Mais heureusement, les Anglais accordent facilement une libération sous caution, le fameux « bail », pour peu qu’on ait une adresse et un emploi. D’ailleurs, son avocate s’est battue vendredi à la Westminster Court et a obtenu une libération et une comparution libre dans quelques mois pour juste une caution de 2000 livres, le tout pour des honoraires de 600 livres. Ce n’est pas cher payé, le jeune homme me vante les mérites de son avocate et me donne ses coordonnées. En échange, je lui raconte ce que je faisais à la Westminster vendredi. Il compatit que « mon homme » soit menacé d’extradition aux Etats Unis car c’est bien connu que là-bas c’est un enfer. Il me recommande encore son avocate qui est forcément meilleure que « les miens » qui ne sont même pas venus à l’audience !
Le jeune Polonais confirme ce que nous a dit l’aumônier, mais pour le transfert il nous conseille d’aller au Vistor Center qui se trouve à deux pas du château. Le Vistor Center ressemble à un petit centre social de quartier et il est aussi géré par l’association PACT. Les dames du PACT sont aussi gentilles et serviables que celles de Belmarsh. Elles sont formelles : personne n’a été transféré la veille de Belmarsh à Wandsworth. C’est effectivement un processus normal de sortir d’une vraie prison ou on purge une peine pour aller vers un simple centre de rétention en attente d’extradition.
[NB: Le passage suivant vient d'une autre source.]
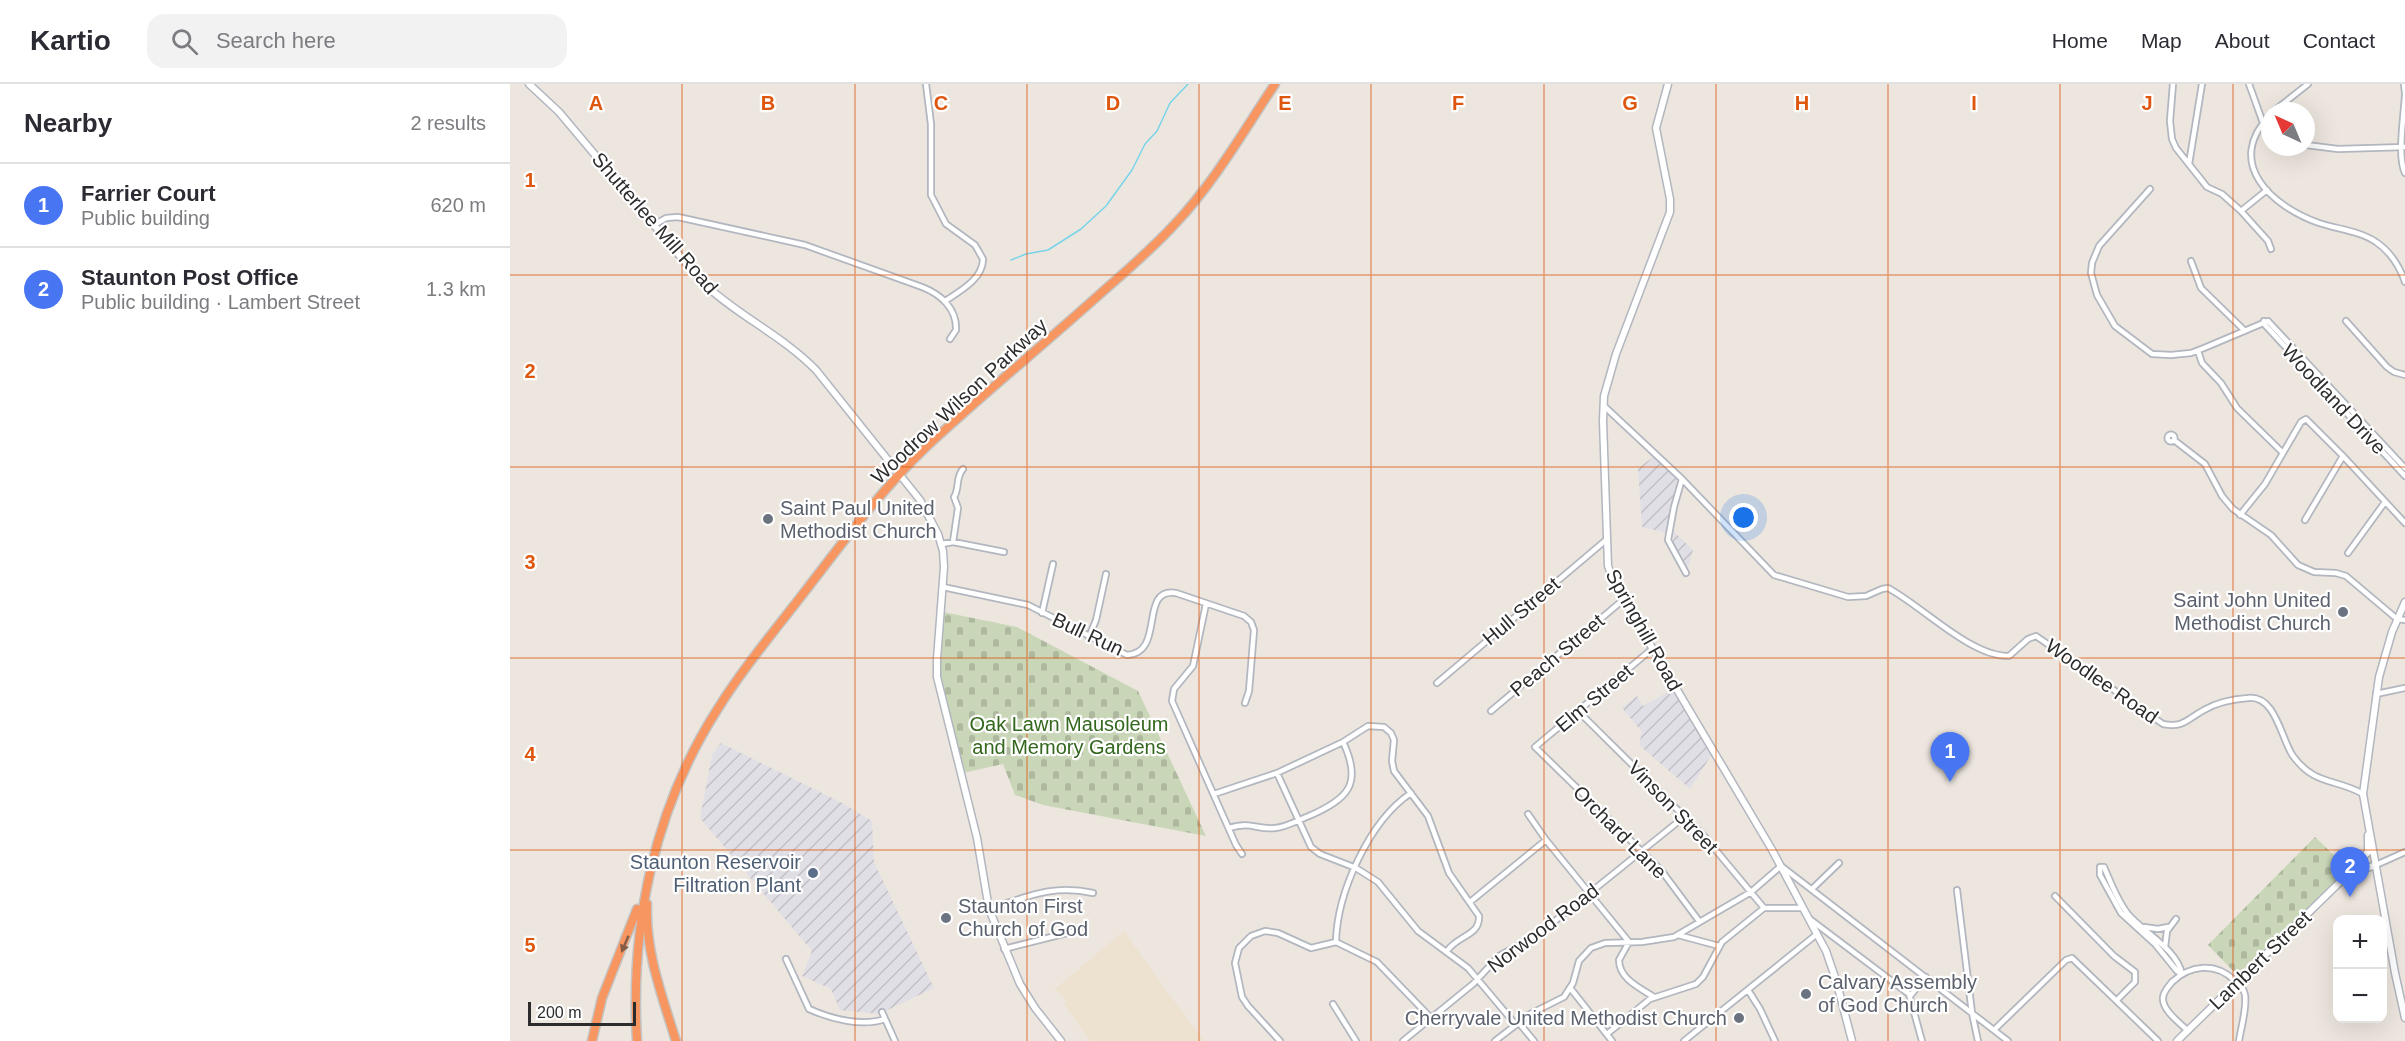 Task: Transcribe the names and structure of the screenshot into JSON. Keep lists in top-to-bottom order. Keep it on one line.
{"streets":{"highway":["Woodrow Wilson Parkway"],"street":["Shutterlee Mill Road","Woodland Drive","Hull Street","Springhill Road","Bull Run","Peach Street","Woodlee Road","Elm Street","Vinson Street","Orchard Lane","Norwood Road","Lambert Street"]},"crossings":[["Shutterlee Mill Road","Woodrow Wilson Parkway"],["Shutterlee Mill Road","Bull Run"],["Hull Street","Springhill Road"],["Springhill Road","Peach Street"],["Springhill Road","Woodlee Road"],["Springhill Road","Elm Street"],["Elm Street","Vinson Street"],["Elm Street","Orchard Lane"],["Vinson Street","Norwood Road"],["Orchard Lane","Norwood Road"]],"parks":["Oak Lawn Mausoleum and Memory Gardens"],"places":["Saint Paul United Methodist Church","Saint John United Methodist Church","Staunton Reservoir Filtration Plant","Staunton First Church of God","Calvary Assembly of God Church","Cherryvale United Methodist Church"],"scale_bar":"200 m","north":"top left","page":{"header":"Kartio","search":"Search here","nav":["Home","Map","About","Contact"],"heading":["Nearby","2 results"],"list":[{"mark":"1","name":"Farrier Court","note":"Public building","value":"620 m"},{"mark":"2","name":"Staunton Post Office","note":"Public building · Lambert Street","value":"1.3 km"}],"pins":["1","2"],"map_buttons":["+","−"],"scale":"200 m"},"grid":{"columns":["A","B","C","D","E","F","G","H","I","J"],"rows":["1","2","3","4","5"]}}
La principale accueillante nous certifie qu’elle ne peut pas en savoir plus sur la voie juridique. C’est au avocats de faire une demande officielle pour savoir si le transfert a lieu. Et naturellement, nous bénéficierons d’un droit de visite si nous sommes sur sa « visitor list ». (encore elle !), Ce qui sûr, par contre, est qu’il gardera le même numéro sous lequel nous pouvons écrire et envoyer les colis. D’ailleurs, le colis chaussettes-sous-vêtements que nous avons préparé, nous pouvons le déposer dans une grande boîte prévu à cet effet. Ce sont les dames du PACT qui se chargent elles-mêmes de distribuer les colis et elles s’efforcent de le faire le plus vite possible. S’il n’est pas là, le colis et les lettres seront directement envoyés par le centre de Wandsworth là ou notre proche se trouvera.
Nous donnons à la fin incidemment le nom de Julian Assange, mais nos interlocutrices ne changent pas d’attitude, ce nom ne leur évoque visiblement aucune célébrité. Dans les prisons londoniennes, personne n’a l’air de savoir qui est Julian Assange.
Nous laissons notre paquet dans la grand boîte pleine de colis. Il nous sera renvoyé dès la semaine suivante. Visiblement, notre colis n’a pas suivi Assange dans une autre prison, ni à Belmarsh ni ailleurs, contrairement à ce que stipule le règlement des prisons. La question « ou est Assange » se pose avec de plus en plus d’acuité. Avec ces actions, j’ai acquis la certitude qu’il ne peut pas être à Belmarsh.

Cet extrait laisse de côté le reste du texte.